Today, NSCC is a subsidiary of DTCC and its positions and valuations service automates the sale and processing of fixed and variable annuities and life insurance. All major carriers are all fully or partially utilizing the service, Ziambras notes. In 2006, the service processed 2.7 billion transactions, an 18% increase over the previous year.

The rising volume also means lower prices for users of the service because DTCC employs an at-cost business model. Effective July 1, DTCC reduced fees for users of the service.

Acknowledging the ever-shifting technical landscape and the vital role of standards, NSCC is working to unveil products that utilize XML. The company is also working closely with other organizations working toward standards such as ACORD and NAVA.

"The only way to grow an industry is through standards," Ziambras says. "We embrace open standards and believe in creating a common language so that people can do business effectively."

As for carriers, rethinking the use of standards and adapting to changing technology is keeping BPM at the forefront of 2007 initiatives.


The cover story of INN's inaugural issue broached what was then, and is now, one of the most important questions for insurers: where do I put my IT dollars? Now, as then, there is no simple answer.

The article, by Mark Brohan, contended that for some in the insurance industry, IT investments were made in an ad hoc manner. "Insurance companies are notorious for wasting valuable information technology resources on pet projects championed by individual departments of managers," he wrote.

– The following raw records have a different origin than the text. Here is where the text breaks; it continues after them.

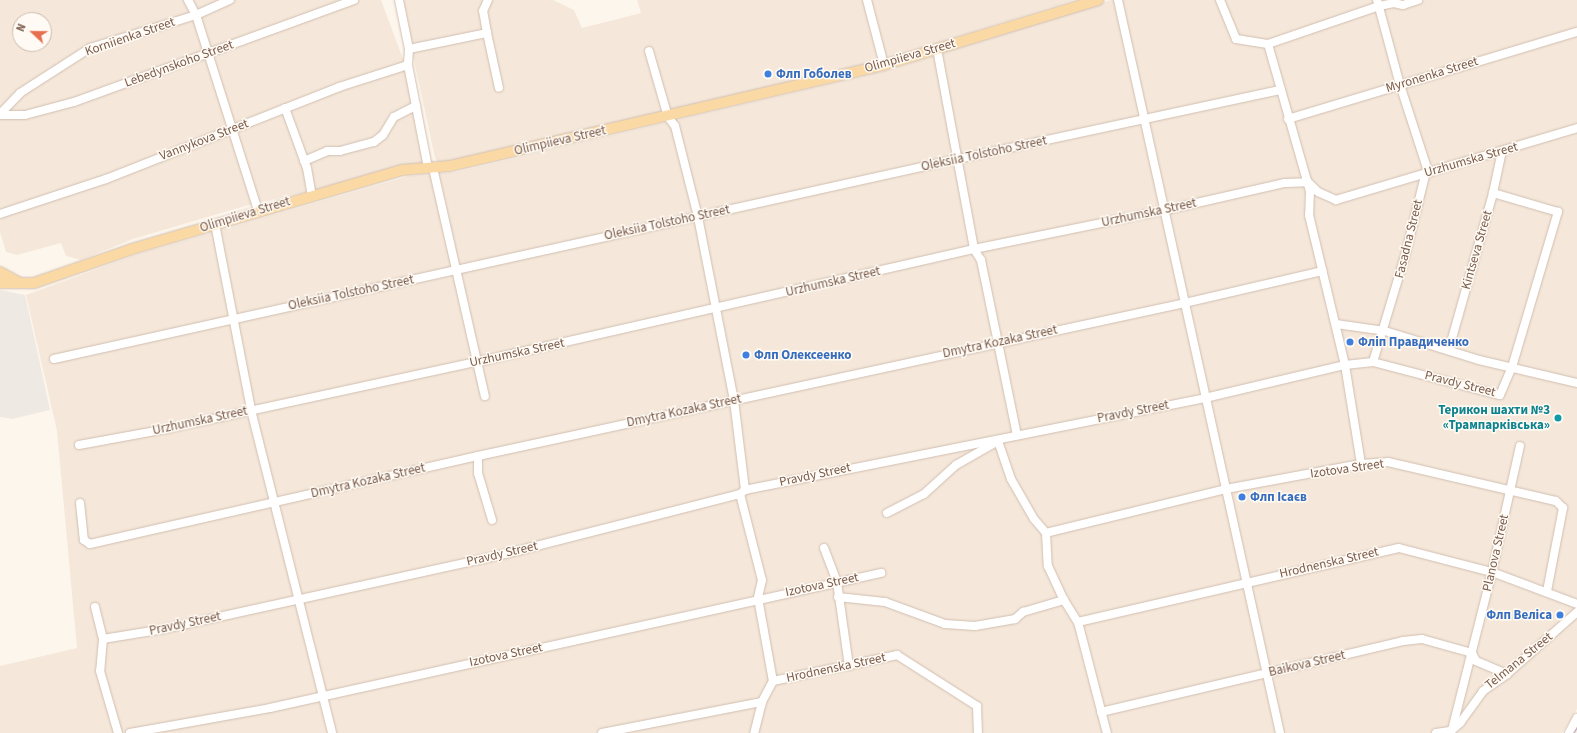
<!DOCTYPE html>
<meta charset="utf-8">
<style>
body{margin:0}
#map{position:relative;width:1577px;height:733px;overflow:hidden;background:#fdf6ec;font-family:"Source Sans 3",sans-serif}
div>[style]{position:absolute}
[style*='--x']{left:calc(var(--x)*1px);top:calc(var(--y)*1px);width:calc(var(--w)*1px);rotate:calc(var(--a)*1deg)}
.residential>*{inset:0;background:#f5e8da}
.industrial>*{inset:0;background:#efe9e4}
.roads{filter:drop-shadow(0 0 1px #d1beb0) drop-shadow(0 0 1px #d1beb0)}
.minor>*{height:8px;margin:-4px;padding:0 4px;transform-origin:4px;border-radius:4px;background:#fff}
.major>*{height:10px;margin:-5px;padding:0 5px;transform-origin:5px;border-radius:5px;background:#fbd9a5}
.tram>*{height:1px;margin:-0.5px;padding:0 0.5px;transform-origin:0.5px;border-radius:0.5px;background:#b9a8c9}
.dots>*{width:11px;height:11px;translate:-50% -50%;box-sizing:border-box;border:2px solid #fffaf3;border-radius:50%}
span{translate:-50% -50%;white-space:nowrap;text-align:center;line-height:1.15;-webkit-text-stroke:3px #fffaf3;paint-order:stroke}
.street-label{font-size:13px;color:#7a5c4d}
.shop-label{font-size:13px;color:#366cbe;font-weight:700}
.left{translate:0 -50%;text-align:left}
.right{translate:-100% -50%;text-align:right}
.culture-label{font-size:13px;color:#0d838f;font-weight:700}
.north{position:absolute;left:12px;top:12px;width:40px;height:40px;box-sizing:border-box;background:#fffaf3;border:1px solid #cabbb1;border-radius:50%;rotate:292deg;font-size:11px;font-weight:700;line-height:16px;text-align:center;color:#7a5c4d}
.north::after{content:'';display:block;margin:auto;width:14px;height:18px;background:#e76f51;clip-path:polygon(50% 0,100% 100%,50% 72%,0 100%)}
</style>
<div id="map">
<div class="residential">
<i style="clip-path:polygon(evenodd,0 0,381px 0,403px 59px,428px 164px,245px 206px,133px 239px,81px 260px,66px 256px,61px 243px,17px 255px,6px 252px,0 232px,0 0,20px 20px,44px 20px,44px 44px,20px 44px,20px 20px)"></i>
<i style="clip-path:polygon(401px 0,553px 0,574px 10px,582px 28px,641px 13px,637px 0,1074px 0,892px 57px,454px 164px,440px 165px,435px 158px)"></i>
<i style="clip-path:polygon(1111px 0,1577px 0,1577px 709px,1562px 733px,0 733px,0 666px,77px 648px,57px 431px,26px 295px,138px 254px,409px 176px,456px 172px,890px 70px)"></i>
</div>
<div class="industrial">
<i style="clip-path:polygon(0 290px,25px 295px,50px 410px,12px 419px,0 417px)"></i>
</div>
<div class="roads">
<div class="minor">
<i style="--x:188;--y:0;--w:17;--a:62"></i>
<i style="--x:196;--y:15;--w:206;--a:72.4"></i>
<i style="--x:399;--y:0;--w:50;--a:78.5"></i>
<i style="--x:409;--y:49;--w:16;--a:94"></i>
<i style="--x:408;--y:65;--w:105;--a:79"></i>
<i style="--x:867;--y:0;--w:67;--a:75.3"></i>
<i style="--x:1118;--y:0;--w:751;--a:77.54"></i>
<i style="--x:1220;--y:0;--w:42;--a:67.7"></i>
<i style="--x:1236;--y:39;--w:32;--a:9"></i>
<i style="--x:1268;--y:44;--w:117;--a:-18.9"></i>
<i style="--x:1379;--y:6;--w:15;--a:-11"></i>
<i style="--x:1394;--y:3;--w:9;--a:13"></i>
<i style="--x:1403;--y:5;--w:16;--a:-18"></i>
<i style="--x:487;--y:33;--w:56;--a:77.7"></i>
<i style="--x:1268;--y:44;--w:153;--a:74.1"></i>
<i style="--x:1310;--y:191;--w:24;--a:92"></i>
<i style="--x:1309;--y:215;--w:154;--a:76.5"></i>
<i style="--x:1345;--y:365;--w:100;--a:80.8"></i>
<i style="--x:409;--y:49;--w:80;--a:-11.6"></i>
<i style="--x:487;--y:33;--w:22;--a:-100"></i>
<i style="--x:483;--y:11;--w:12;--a:-66"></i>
<i style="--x:937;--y:49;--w:203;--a:79.5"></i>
<i style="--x:974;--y:249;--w:13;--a:58"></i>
<i style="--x:981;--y:260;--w:179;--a:78.4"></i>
<i style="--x:649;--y:51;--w:69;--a:73.9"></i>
<i style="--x:668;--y:117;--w:11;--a:52"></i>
<i style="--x:675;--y:126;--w:94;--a:75.8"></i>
<i style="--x:698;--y:217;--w:187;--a:78.9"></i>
<i style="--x:734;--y:400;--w:91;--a:83"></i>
<i style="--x:285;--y:108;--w:64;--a:69.9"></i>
<i style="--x:307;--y:168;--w:28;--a:80"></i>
<i style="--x:0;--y:114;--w:29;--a:-46"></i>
<i style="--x:20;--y:93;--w:83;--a:-32.7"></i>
<i style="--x:90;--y:48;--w:111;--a:-17.3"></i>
<i style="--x:196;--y:15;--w:37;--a:-24"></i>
<i style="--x:0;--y:115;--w:25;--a:0"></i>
<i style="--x:25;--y:115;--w:51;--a:-14.9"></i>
<i style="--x:74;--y:102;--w:298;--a:-20"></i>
<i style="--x:1288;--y:119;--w:302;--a:-16.8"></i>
<i style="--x:304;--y:161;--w:25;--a:-23"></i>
<i style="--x:327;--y:151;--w:13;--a:0"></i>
<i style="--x:340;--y:151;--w:35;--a:-15"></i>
<i style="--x:374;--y:142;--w:11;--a:-38"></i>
<i style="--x:383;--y:135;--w:21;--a:-59"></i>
<i style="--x:394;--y:117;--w:25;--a:-27"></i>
<i style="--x:433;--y:168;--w:234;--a:77.2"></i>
<i style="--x:0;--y:214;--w:112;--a:-18.3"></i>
<i style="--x:106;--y:179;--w:251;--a:-21.5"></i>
<i style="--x:339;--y:87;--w:72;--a:-17.7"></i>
<i style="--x:215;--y:224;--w:189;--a:79"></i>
<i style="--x:251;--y:410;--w:333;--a:75.9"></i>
<i style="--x:1336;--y:324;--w:49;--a:8.1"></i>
<i style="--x:1385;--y:331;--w:98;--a:17.1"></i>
<i style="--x:1479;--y:360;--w:101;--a:13.2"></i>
<i style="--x:1449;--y:349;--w:162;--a:-74.2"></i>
<i style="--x:1493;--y:193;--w:43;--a:-77.9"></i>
<i style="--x:54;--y:359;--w:926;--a:-12.48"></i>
<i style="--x:958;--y:159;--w:330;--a:-12.1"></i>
<i style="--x:1373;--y:362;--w:111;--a:-73.2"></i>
<i style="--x:1405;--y:256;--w:91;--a:-76"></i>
<i style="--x:1427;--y:168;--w:87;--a:-108"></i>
<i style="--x:1400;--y:85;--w:88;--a:-105.1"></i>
<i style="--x:79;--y:445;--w:88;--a:-10.4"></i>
<i style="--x:166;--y:429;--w:318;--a:-12.2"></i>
<i style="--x:477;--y:362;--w:510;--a:-12.81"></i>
<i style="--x:974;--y:249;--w:196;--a:-11.5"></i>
<i style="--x:1166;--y:210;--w:122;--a:-12.8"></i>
<i style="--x:1285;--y:183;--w:23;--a:-2"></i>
<i style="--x:1308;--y:182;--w:14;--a:45"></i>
<i style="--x:1318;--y:192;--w:20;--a:24"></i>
<i style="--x:1336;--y:200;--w:252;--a:-16.6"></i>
<i style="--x:478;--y:456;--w:17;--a:90"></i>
<i style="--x:478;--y:473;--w:49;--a:73.4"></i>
<i style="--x:740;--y:494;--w:89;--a:75.7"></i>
<i style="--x:762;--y:580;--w:18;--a:103"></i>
<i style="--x:758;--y:598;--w:84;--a:79.8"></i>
<i style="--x:773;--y:681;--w:24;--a:118"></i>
<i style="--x:762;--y:702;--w:32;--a:104"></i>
<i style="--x:80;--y:503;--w:37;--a:84"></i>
<i style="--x:84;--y:540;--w:7;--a:34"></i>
<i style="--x:90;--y:544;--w:398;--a:-12.8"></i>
<i style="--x:478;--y:456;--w:723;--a:-12.21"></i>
<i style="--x:1185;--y:303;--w:141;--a:-13.1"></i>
<i style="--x:887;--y:513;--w:42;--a:-27.2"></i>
<i style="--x:924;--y:494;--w:43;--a:-42.2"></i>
<i style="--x:956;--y:465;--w:48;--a:-29.7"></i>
<i style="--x:998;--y:441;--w:40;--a:71.1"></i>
<i style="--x:1011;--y:479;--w:46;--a:60.1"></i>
<i style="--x:1034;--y:519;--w:18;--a:49"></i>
<i style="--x:1046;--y:533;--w:33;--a:87"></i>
<i style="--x:1048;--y:566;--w:38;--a:65"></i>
<i style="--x:1064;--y:600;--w:26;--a:58"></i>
<i style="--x:1078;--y:622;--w:115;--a:75.4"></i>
<i style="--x:1046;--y:533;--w:185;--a:-13.7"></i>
<i style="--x:1226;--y:489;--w:137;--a:-10.5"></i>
<i style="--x:1361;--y:464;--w:27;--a:-4"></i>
<i style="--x:1388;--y:462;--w:172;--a:13.1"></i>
<i style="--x:1556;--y:501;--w:10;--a:45"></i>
<i style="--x:1563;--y:508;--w:85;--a:100.9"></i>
<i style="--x:824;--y:548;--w:36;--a:69"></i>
<i style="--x:837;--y:582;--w:85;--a:81.9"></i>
<i style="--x:838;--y:597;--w:47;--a:6.1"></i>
<i style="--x:885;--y:602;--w:64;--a:20.1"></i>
<i style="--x:945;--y:624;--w:30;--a:4"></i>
<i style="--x:975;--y:626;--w:41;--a:-9.9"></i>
<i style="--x:1015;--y:619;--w:11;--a:-41"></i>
<i style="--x:1023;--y:612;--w:43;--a:-16.3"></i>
<i style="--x:95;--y:607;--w:33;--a:76"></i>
<i style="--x:103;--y:639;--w:32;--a:95"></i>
<i style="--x:100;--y:671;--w:65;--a:73.8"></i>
<i style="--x:1078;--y:622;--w:329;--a:-13"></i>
<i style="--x:1399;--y:548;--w:96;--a:14.5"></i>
<i style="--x:1492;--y:572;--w:91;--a:20.6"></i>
<i style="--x:103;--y:639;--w:62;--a:-9.3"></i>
<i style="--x:164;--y:629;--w:349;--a:-12.4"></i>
<i style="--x:505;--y:554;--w:243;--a:-14.3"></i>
<i style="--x:740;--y:494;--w:6;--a:-39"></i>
<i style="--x:745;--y:490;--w:469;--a:-11.3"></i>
<i style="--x:1205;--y:398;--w:144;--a:-13.3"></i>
<i style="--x:1345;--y:365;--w:28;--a:-6"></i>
<i style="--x:1373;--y:362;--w:131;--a:14.6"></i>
<i style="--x:1500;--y:395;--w:30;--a:-67"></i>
<i style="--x:1512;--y:367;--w:162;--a:-73.5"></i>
<i style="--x:1558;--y:212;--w:68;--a:-163.7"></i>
<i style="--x:773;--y:681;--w:127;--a:-11.8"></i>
<i style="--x:897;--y:655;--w:95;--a:32.5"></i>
<i style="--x:977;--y:706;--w:27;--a:88"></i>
<i style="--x:1101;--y:712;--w:310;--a:-13.2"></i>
<i style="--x:1403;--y:641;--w:19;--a:-6"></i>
<i style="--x:1422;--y:639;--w:52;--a:15.6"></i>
<i style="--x:1472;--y:653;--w:9;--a:63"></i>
<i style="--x:1476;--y:661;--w:34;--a:23"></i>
<i style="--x:1452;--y:730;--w:163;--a:-75.8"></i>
<i style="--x:1492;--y:572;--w:129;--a:-77.5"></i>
<i style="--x:1452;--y:730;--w:11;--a:-41"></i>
<i style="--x:1460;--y:723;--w:39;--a:-54"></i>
<i style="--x:1483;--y:691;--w:29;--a:-35"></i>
<i style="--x:1507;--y:674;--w:94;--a:-41.5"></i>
<i style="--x:130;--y:733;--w:142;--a:-10.1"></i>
<i style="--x:270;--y:708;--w:626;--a:-12.46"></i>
<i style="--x:602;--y:733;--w:163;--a:-11"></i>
<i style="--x:1436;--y:733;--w:14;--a:-8"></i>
<i style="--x:1450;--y:731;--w:2;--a:90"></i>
<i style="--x:1569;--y:733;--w:17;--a:-62"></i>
</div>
<div class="major">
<i style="--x:0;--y:272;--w:21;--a:29"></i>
<i style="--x:0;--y:283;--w:34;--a:0"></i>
<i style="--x:34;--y:283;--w:104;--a:-19.1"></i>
<i style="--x:132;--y:249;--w:281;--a:-16.3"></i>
<i style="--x:402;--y:170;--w:48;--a:-4.8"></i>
<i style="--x:450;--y:166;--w:446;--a:-13.1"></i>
<i style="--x:884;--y:65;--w:224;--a:-16.9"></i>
</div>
</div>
<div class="tram">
<i style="--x:1573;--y:733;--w:7;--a:-56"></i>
</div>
<div class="dots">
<i style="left:768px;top:74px;background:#3f7fe0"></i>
<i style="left:1350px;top:342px;background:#3f7fe0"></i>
<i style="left:746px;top:355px;background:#3f7fe0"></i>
<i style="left:1558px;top:418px;background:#0f9aa8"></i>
<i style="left:1242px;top:497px;background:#3f7fe0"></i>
<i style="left:1560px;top:615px;background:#3f7fe0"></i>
</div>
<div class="street-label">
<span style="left:130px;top:37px;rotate:-19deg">Korniienka Street</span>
<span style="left:910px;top:56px;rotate:-16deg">Olimpiieva Street</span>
<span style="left:179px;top:64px;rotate:-20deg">Lebedynskoho Street</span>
<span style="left:1432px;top:75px;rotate:-17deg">Myronenka Street</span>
<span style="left:204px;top:140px;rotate:-21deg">Vannykova Street</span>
<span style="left:560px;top:141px;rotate:-13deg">Olimpiieva Street</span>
<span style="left:984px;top:154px;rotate:-12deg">Oleksiia Tolstoho Street</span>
<span style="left:1471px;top:160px;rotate:-16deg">Urzhumska Street</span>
<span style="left:1149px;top:213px;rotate:-12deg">Urzhumska Street</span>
<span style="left:245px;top:215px;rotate:-17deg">Olimpiieva Street</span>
<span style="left:667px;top:223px;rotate:-12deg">Oleksiia Tolstoho Street</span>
<span style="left:1409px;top:239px;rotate:-76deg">Fasadna Street</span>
<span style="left:1477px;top:250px;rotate:-74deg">Kintseva Street</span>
<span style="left:833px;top:282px;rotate:-13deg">Urzhumska Street</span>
<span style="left:351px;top:293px;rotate:-12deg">Oleksiia Tolstoho Street</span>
<span style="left:1000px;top:342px;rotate:-12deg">Dmytra Kozaka Street</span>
<span style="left:517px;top:353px;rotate:-12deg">Urzhumska Street</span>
<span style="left:1460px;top:384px;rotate:14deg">Pravdy Street</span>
<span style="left:684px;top:411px;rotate:-12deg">Dmytra Kozaka Street</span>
<span style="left:1133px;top:412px;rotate:-11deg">Pravdy Street</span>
<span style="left:200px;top:421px;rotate:-12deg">Urzhumska Street</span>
<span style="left:1347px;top:469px;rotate:-8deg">Izotova Street</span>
<span style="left:815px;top:475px;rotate:-12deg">Pravdy Street</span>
<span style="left:368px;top:481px;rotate:-13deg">Dmytra Kozaka Street</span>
<span style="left:1496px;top:553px;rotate:-77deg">Planova Street</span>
<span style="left:502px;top:554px;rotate:-13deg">Pravdy Street</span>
<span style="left:1329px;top:563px;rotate:-13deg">Hrodnenska Street</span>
<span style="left:822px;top:585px;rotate:-12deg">Izotova Street</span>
<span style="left:185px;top:624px;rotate:-12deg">Pravdy Street</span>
<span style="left:506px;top:655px;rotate:-12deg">Izotova Street</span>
<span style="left:1519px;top:661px;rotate:-39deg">Telmana Street</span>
<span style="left:1307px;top:664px;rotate:-13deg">Baikova Street</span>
<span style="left:836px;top:668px;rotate:-12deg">Hrodnenska Street</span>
</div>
<div class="shop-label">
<span class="left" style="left:776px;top:74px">Флп Гоболев</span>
<span class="left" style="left:1358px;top:342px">Фліп Правдиченко</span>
<span class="left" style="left:754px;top:355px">Флп Олексеенко</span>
<span class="left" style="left:1250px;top:497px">Флп Ісаєв</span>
<span class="right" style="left:1552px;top:615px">Флп Веліса</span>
</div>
<div class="culture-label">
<span class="right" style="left:1550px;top:418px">Терикон шахти №3<br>«Трампарківська»</span>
</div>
<div class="north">N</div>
</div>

Brohan noted that insurers had long been accustomed to keeping only few outside electronic links, such as those to agents and brokers. However, insurers saw their network requirements and consequently, their need to establish investment priorities, mushroom in the mid-90s. Today, the even wider net of electronic links insurers are required to keep with banks, brokers, state insurance departments, etc. make an ad hoc approach much less feasible.

To illustrate this point, Brohan's story profiled two insurers and their decidedly different approaches to investing in networking resources. The first employed a rigid, military-style planning and evaluation process. The second used a more subjective approach after the CEO became enamored with mobile technology.

While both approaches worked, the former approach appears more prudent today, given the increasing importance and complexity of IT infrastructure.

To help manage the IT investment process, entire new disciplines and tools emerged during the past decade to make the process more accountable and less subjective, if not much simpler. Indeed, both application portfolio management (APM) and project portfolio management (PPM) became integral parts of the IT investment landscape in the past decade.

APM and PPM, which had been considered separate disciplines, are now becoming more integrated. What's more, both disciplines are themselves are being subsumed under heading of IT governance.

The concept of IT governance emerged in recent years in part due to the emergence of new reporting regulations, including the Sarbanes-Oxley Act of 2002. However, other factors, including the spate of mergers and acquisitions and the effects of the globalization, saw companies looking for greater consistency for their discretionary IT projects.